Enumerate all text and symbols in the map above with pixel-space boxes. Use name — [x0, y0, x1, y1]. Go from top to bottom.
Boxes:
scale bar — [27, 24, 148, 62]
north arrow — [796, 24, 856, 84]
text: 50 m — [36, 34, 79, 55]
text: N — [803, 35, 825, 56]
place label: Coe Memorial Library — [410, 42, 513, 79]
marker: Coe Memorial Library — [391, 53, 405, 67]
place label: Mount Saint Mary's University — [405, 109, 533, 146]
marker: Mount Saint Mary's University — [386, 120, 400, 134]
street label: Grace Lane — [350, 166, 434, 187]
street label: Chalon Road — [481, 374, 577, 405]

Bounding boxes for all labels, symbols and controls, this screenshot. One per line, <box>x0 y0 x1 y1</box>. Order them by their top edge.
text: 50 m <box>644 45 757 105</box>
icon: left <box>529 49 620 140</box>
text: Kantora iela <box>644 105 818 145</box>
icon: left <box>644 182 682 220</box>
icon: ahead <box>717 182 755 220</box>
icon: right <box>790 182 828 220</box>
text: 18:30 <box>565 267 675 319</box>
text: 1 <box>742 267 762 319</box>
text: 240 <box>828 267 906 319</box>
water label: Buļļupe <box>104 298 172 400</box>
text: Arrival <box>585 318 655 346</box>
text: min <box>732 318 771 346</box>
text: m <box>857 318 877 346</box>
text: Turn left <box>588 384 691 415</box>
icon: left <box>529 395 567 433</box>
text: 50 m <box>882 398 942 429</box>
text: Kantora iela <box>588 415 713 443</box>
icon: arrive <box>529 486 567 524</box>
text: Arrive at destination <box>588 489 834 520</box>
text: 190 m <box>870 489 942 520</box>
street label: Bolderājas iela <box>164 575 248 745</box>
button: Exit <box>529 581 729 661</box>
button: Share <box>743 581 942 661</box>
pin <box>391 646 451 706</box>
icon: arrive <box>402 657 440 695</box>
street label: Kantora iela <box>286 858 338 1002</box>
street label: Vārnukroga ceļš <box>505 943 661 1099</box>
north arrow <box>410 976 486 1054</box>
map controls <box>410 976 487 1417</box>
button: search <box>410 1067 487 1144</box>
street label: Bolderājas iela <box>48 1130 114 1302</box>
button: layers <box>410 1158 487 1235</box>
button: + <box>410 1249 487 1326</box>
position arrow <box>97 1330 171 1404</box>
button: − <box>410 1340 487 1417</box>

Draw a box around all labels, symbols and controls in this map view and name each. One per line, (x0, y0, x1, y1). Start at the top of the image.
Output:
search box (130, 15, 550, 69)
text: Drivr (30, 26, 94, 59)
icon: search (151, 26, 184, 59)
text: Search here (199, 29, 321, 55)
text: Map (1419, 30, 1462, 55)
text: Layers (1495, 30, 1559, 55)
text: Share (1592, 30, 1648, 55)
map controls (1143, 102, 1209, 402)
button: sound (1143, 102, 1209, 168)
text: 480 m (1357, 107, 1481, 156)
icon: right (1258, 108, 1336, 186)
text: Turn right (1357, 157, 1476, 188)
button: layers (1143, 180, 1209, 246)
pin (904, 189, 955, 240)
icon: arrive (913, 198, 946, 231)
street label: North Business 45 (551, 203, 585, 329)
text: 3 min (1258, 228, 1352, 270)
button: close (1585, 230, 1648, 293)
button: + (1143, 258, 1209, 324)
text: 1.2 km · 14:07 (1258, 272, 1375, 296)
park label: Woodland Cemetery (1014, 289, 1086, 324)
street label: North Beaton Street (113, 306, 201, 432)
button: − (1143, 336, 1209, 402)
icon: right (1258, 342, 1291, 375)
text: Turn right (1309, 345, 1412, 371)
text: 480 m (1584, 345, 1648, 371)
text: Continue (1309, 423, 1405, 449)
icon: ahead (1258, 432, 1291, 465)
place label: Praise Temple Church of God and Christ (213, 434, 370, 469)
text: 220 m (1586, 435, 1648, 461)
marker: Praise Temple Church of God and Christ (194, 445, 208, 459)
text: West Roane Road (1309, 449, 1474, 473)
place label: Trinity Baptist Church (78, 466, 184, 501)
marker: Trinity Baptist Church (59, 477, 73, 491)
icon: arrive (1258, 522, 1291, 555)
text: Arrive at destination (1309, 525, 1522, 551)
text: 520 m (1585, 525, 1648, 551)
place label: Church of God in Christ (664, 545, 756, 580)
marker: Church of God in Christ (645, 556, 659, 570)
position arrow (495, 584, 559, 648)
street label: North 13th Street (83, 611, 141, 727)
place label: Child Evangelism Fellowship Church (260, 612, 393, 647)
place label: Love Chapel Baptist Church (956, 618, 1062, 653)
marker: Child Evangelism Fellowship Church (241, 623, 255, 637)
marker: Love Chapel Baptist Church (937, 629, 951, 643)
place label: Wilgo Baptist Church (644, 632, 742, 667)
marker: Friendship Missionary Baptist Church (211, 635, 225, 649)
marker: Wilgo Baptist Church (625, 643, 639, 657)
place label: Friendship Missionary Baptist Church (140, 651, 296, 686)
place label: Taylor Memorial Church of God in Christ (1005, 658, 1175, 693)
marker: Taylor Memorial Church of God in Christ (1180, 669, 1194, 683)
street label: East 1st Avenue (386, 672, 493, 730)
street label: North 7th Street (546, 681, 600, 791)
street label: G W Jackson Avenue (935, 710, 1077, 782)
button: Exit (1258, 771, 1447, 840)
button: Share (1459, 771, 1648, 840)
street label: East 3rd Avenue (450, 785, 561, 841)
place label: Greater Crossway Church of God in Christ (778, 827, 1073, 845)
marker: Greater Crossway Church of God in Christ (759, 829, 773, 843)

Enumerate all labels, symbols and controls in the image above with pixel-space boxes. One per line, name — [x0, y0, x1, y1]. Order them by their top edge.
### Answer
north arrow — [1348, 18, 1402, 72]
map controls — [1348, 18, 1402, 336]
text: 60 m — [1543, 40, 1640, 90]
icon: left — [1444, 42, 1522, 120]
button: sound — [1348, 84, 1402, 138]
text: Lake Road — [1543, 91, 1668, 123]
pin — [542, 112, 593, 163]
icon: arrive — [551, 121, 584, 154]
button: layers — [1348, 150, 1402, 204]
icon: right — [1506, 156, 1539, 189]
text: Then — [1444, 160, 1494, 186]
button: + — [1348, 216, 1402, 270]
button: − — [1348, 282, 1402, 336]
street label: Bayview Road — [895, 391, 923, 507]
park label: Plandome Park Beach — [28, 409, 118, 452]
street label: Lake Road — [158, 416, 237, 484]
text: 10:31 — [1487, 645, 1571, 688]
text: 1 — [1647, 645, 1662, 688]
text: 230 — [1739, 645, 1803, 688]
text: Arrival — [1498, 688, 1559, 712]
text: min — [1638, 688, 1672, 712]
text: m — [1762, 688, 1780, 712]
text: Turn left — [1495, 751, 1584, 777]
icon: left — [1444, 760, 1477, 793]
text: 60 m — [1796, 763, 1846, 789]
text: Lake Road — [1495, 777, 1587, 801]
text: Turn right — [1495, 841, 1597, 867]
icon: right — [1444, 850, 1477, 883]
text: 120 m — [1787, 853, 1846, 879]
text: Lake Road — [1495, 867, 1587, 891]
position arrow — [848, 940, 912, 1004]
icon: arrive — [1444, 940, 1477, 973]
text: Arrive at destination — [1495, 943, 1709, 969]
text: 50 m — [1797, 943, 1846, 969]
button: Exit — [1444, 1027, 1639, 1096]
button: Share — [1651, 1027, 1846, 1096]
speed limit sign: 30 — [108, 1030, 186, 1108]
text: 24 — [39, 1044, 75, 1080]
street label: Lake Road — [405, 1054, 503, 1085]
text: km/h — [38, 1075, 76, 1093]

──────────

▶ [To do] Give the data again, exactly.

▶ [Task response]
Enumerate all text and symbols in the map above with pixel-space boxes. Use name — [x0, y0, x1, y1]. Go from top to bottom.
Boxes:
scale bar — [27, 24, 148, 62]
north arrow — [796, 24, 856, 84]
text: 50 m — [36, 34, 79, 55]
text: N — [803, 35, 825, 56]
place label: Coe Memorial Library — [410, 42, 513, 79]
marker: Coe Memorial Library — [391, 53, 405, 67]
place label: Mount Saint Mary's University — [405, 109, 533, 146]
marker: Mount Saint Mary's University — [386, 120, 400, 134]
street label: Grace Lane — [350, 166, 434, 187]
street label: Chalon Road — [481, 374, 577, 405]

Bounding boxes for all labels, symbols and controls, this screenshot. One per line, <box>x0 y0 x1 y1</box>. Order them by their top edge.
text: 50 m <box>644 45 757 105</box>
icon: left <box>529 49 620 140</box>
text: Kantora iela <box>644 105 818 145</box>
icon: left <box>644 182 682 220</box>
icon: ahead <box>717 182 755 220</box>
icon: right <box>790 182 828 220</box>
text: 18:30 <box>565 267 675 319</box>
text: 1 <box>742 267 762 319</box>
text: 240 <box>828 267 906 319</box>
water label: Buļļupe <box>104 298 172 400</box>
text: Arrival <box>585 318 655 346</box>
text: min <box>732 318 771 346</box>
text: m <box>857 318 877 346</box>
text: Turn left <box>588 384 691 415</box>
icon: left <box>529 395 567 433</box>
text: 50 m <box>882 398 942 429</box>
text: Kantora iela <box>588 415 713 443</box>
icon: arrive <box>529 486 567 524</box>
text: Arrive at destination <box>588 489 834 520</box>
text: 190 m <box>870 489 942 520</box>
street label: Bolderājas iela <box>164 575 248 745</box>
button: Exit <box>529 581 729 661</box>
button: Share <box>743 581 942 661</box>
pin <box>391 646 451 706</box>
icon: arrive <box>402 657 440 695</box>
street label: Kantora iela <box>286 858 338 1002</box>
street label: Vārnukroga ceļš <box>505 943 661 1099</box>
north arrow <box>410 976 486 1054</box>
map controls <box>410 976 487 1417</box>
button: search <box>410 1067 487 1144</box>
street label: Bolderājas iela <box>48 1130 114 1302</box>
button: layers <box>410 1158 487 1235</box>
button: + <box>410 1249 487 1326</box>
position arrow <box>97 1330 171 1404</box>
button: − <box>410 1340 487 1417</box>

Draw a box around all labels, symbols and controls in this map view and name each. One per line, (x0, y0, x1, y1). Start at the top of the image.
Output:
search box (130, 15, 550, 69)
text: Drivr (30, 26, 94, 59)
icon: search (151, 26, 184, 59)
text: Search here (199, 29, 321, 55)
text: Map (1419, 30, 1462, 55)
text: Layers (1495, 30, 1559, 55)
text: Share (1592, 30, 1648, 55)
map controls (1143, 102, 1209, 402)
button: sound (1143, 102, 1209, 168)
text: 480 m (1357, 107, 1481, 156)
icon: right (1258, 108, 1336, 186)
text: Turn right (1357, 157, 1476, 188)
button: layers (1143, 180, 1209, 246)
pin (904, 189, 955, 240)
icon: arrive (913, 198, 946, 231)
street label: North Business 45 (551, 203, 585, 329)
text: 3 min (1258, 228, 1352, 270)
button: close (1585, 230, 1648, 293)
button: + (1143, 258, 1209, 324)
text: 1.2 km · 14:07 (1258, 272, 1375, 296)
park label: Woodland Cemetery (1014, 289, 1086, 324)
street label: North Beaton Street (113, 306, 201, 432)
button: − (1143, 336, 1209, 402)
icon: right (1258, 342, 1291, 375)
text: Turn right (1309, 345, 1412, 371)
text: 480 m (1584, 345, 1648, 371)
text: Continue (1309, 423, 1405, 449)
icon: ahead (1258, 432, 1291, 465)
place label: Praise Temple Church of God and Christ (213, 434, 370, 469)
text: 220 m (1586, 435, 1648, 461)
marker: Praise Temple Church of God and Christ (194, 445, 208, 459)
text: West Roane Road (1309, 449, 1474, 473)
place label: Trinity Baptist Church (78, 466, 184, 501)
marker: Trinity Baptist Church (59, 477, 73, 491)
icon: arrive (1258, 522, 1291, 555)
text: Arrive at destination (1309, 525, 1522, 551)
text: 520 m (1585, 525, 1648, 551)
place label: Church of God in Christ (664, 545, 756, 580)
marker: Church of God in Christ (645, 556, 659, 570)
position arrow (495, 584, 559, 648)
street label: North 13th Street (83, 611, 141, 727)
place label: Child Evangelism Fellowship Church (260, 612, 393, 647)
place label: Love Chapel Baptist Church (956, 618, 1062, 653)
marker: Child Evangelism Fellowship Church (241, 623, 255, 637)
marker: Love Chapel Baptist Church (937, 629, 951, 643)
place label: Wilgo Baptist Church (644, 632, 742, 667)
marker: Friendship Missionary Baptist Church (211, 635, 225, 649)
marker: Wilgo Baptist Church (625, 643, 639, 657)
place label: Friendship Missionary Baptist Church (140, 651, 296, 686)
place label: Taylor Memorial Church of God in Christ (1005, 658, 1175, 693)
marker: Taylor Memorial Church of God in Christ (1180, 669, 1194, 683)
street label: East 1st Avenue (386, 672, 493, 730)
street label: North 7th Street (546, 681, 600, 791)
street label: G W Jackson Avenue (935, 710, 1077, 782)
button: Exit (1258, 771, 1447, 840)
button: Share (1459, 771, 1648, 840)
street label: East 3rd Avenue (450, 785, 561, 841)
place label: Greater Crossway Church of God in Christ (778, 827, 1073, 845)
marker: Greater Crossway Church of God in Christ (759, 829, 773, 843)

Enumerate all labels, symbols and controls in the image above with pixel-space boxes. One per line, name — [x0, y0, x1, y1]. Order them by their top edge.
### Answer
north arrow — [1348, 18, 1402, 72]
map controls — [1348, 18, 1402, 336]
text: 60 m — [1543, 40, 1640, 90]
icon: left — [1444, 42, 1522, 120]
button: sound — [1348, 84, 1402, 138]
text: Lake Road — [1543, 91, 1668, 123]
pin — [542, 112, 593, 163]
icon: arrive — [551, 121, 584, 154]
button: layers — [1348, 150, 1402, 204]
icon: right — [1506, 156, 1539, 189]
text: Then — [1444, 160, 1494, 186]
button: + — [1348, 216, 1402, 270]
button: − — [1348, 282, 1402, 336]
street label: Bayview Road — [895, 391, 923, 507]
park label: Plandome Park Beach — [28, 409, 118, 452]
street label: Lake Road — [158, 416, 237, 484]
text: 10:31 — [1487, 645, 1571, 688]
text: 1 — [1647, 645, 1662, 688]
text: 230 — [1739, 645, 1803, 688]
text: Arrival — [1498, 688, 1559, 712]
text: min — [1638, 688, 1672, 712]
text: m — [1762, 688, 1780, 712]
text: Turn left — [1495, 751, 1584, 777]
icon: left — [1444, 760, 1477, 793]
text: 60 m — [1796, 763, 1846, 789]
text: Lake Road — [1495, 777, 1587, 801]
text: Turn right — [1495, 841, 1597, 867]
icon: right — [1444, 850, 1477, 883]
text: 120 m — [1787, 853, 1846, 879]
text: Lake Road — [1495, 867, 1587, 891]
position arrow — [848, 940, 912, 1004]
icon: arrive — [1444, 940, 1477, 973]
text: Arrive at destination — [1495, 943, 1709, 969]
text: 50 m — [1797, 943, 1846, 969]
button: Exit — [1444, 1027, 1639, 1096]
button: Share — [1651, 1027, 1846, 1096]
speed limit sign: 30 — [108, 1030, 186, 1108]
text: 24 — [39, 1044, 75, 1080]
street label: Lake Road — [405, 1054, 503, 1085]
text: km/h — [38, 1075, 76, 1093]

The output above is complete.